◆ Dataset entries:

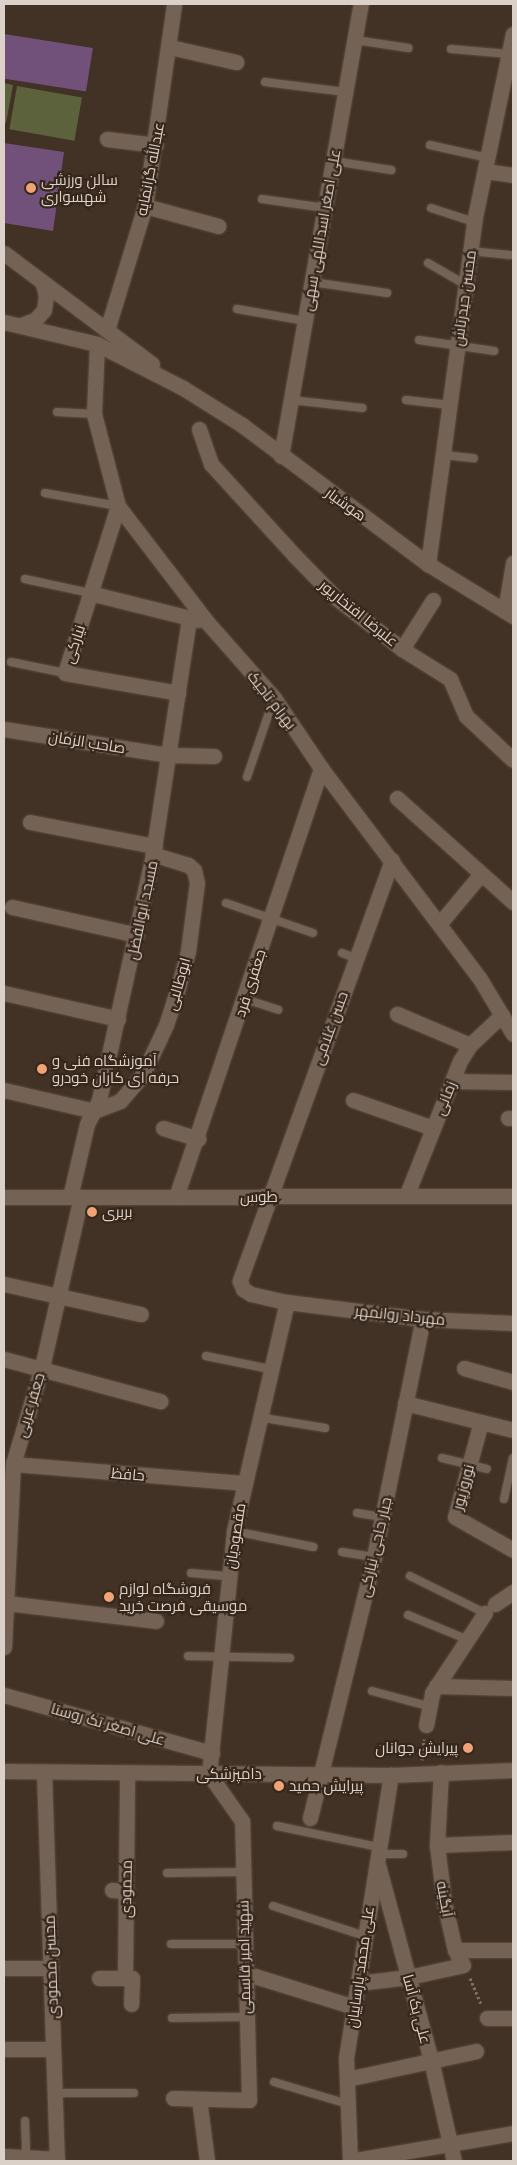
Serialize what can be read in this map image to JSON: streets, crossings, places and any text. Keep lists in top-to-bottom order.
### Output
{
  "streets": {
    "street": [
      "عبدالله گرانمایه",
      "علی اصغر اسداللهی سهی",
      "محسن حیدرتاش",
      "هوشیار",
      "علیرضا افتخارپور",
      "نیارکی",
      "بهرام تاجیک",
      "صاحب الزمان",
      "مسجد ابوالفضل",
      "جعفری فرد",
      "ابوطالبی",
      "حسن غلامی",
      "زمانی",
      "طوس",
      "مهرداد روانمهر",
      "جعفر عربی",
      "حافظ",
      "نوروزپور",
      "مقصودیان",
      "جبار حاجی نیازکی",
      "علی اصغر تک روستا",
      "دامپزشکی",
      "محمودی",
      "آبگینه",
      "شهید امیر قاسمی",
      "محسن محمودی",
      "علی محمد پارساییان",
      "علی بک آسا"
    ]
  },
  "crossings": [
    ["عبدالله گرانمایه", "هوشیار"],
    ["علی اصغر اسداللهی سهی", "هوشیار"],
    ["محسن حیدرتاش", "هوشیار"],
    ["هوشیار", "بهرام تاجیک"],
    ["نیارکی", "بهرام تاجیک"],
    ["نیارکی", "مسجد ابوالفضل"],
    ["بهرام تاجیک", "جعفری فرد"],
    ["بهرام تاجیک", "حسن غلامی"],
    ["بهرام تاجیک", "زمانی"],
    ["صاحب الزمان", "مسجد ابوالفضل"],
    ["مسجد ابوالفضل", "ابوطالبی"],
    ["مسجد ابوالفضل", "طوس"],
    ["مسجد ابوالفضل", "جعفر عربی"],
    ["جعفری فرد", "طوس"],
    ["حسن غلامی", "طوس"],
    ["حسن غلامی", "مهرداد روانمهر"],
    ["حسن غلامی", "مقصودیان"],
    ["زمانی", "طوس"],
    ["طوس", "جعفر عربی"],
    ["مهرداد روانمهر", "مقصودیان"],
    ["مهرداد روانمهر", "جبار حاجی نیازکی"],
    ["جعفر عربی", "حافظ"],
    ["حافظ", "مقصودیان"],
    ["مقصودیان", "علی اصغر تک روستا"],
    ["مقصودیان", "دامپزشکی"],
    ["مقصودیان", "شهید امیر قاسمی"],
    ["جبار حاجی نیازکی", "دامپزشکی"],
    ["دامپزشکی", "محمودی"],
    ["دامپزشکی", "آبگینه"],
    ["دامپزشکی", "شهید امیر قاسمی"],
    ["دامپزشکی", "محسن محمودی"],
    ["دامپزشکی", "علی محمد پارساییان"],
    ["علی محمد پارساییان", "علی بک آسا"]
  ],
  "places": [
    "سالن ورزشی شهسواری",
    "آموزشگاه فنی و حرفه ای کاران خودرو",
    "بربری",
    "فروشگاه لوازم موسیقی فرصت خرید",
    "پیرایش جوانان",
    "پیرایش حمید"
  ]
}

◆ WHAT IS REQUIRED: Your answer should be every line above, written out exactly, with no pictures.

◆ REPLY:
Serialize what can be read in this map image to JSON: streets, crossings, places and any text. Keep lists in top-to-bottom order.
### Output
{
  "streets": {
    "street": [
      "عبدالله گرانمایه",
      "علی اصغر اسداللهی سهی",
      "محسن حیدرتاش",
      "هوشیار",
      "علیرضا افتخارپور",
      "نیارکی",
      "بهرام تاجیک",
      "صاحب الزمان",
      "مسجد ابوالفضل",
      "جعفری فرد",
      "ابوطالبی",
      "حسن غلامی",
      "زمانی",
      "طوس",
      "مهرداد روانمهر",
      "جعفر عربی",
      "حافظ",
      "نوروزپور",
      "مقصودیان",
      "جبار حاجی نیازکی",
      "علی اصغر تک روستا",
      "دامپزشکی",
      "محمودی",
      "آبگینه",
      "شهید امیر قاسمی",
      "محسن محمودی",
      "علی محمد پارساییان",
      "علی بک آسا"
    ]
  },
  "crossings": [
    ["عبدالله گرانمایه", "هوشیار"],
    ["علی اصغر اسداللهی سهی", "هوشیار"],
    ["محسن حیدرتاش", "هوشیار"],
    ["هوشیار", "بهرام تاجیک"],
    ["نیارکی", "بهرام تاجیک"],
    ["نیارکی", "مسجد ابوالفضل"],
    ["بهرام تاجیک", "جعفری فرد"],
    ["بهرام تاجیک", "حسن غلامی"],
    ["بهرام تاجیک", "زمانی"],
    ["صاحب الزمان", "مسجد ابوالفضل"],
    ["مسجد ابوالفضل", "ابوطالبی"],
    ["مسجد ابوالفضل", "طوس"],
    ["مسجد ابوالفضل", "جعفر عربی"],
    ["جعفری فرد", "طوس"],
    ["حسن غلامی", "طوس"],
    ["حسن غلامی", "مهرداد روانمهر"],
    ["حسن غلامی", "مقصودیان"],
    ["زمانی", "طوس"],
    ["طوس", "جعفر عربی"],
    ["مهرداد روانمهر", "مقصودیان"],
    ["مهرداد روانمهر", "جبار حاجی نیازکی"],
    ["جعفر عربی", "حافظ"],
    ["حافظ", "مقصودیان"],
    ["مقصودیان", "علی اصغر تک روستا"],
    ["مقصودیان", "دامپزشکی"],
    ["مقصودیان", "شهید امیر قاسمی"],
    ["جبار حاجی نیازکی", "دامپزشکی"],
    ["دامپزشکی", "محمودی"],
    ["دامپزشکی", "آبگینه"],
    ["دامپزشکی", "شهید امیر قاسمی"],
    ["دامپزشکی", "محسن محمودی"],
    ["دامپزشکی", "علی محمد پارساییان"],
    ["علی محمد پارساییان", "علی بک آسا"]
  ],
  "places": [
    "سالن ورزشی شهسواری",
    "آموزشگاه فنی و حرفه ای کاران خودرو",
    "بربری",
    "فروشگاه لوازم موسیقی فرصت خرید",
    "پیرایش جوانان",
    "پیرایش حمید"
  ]
}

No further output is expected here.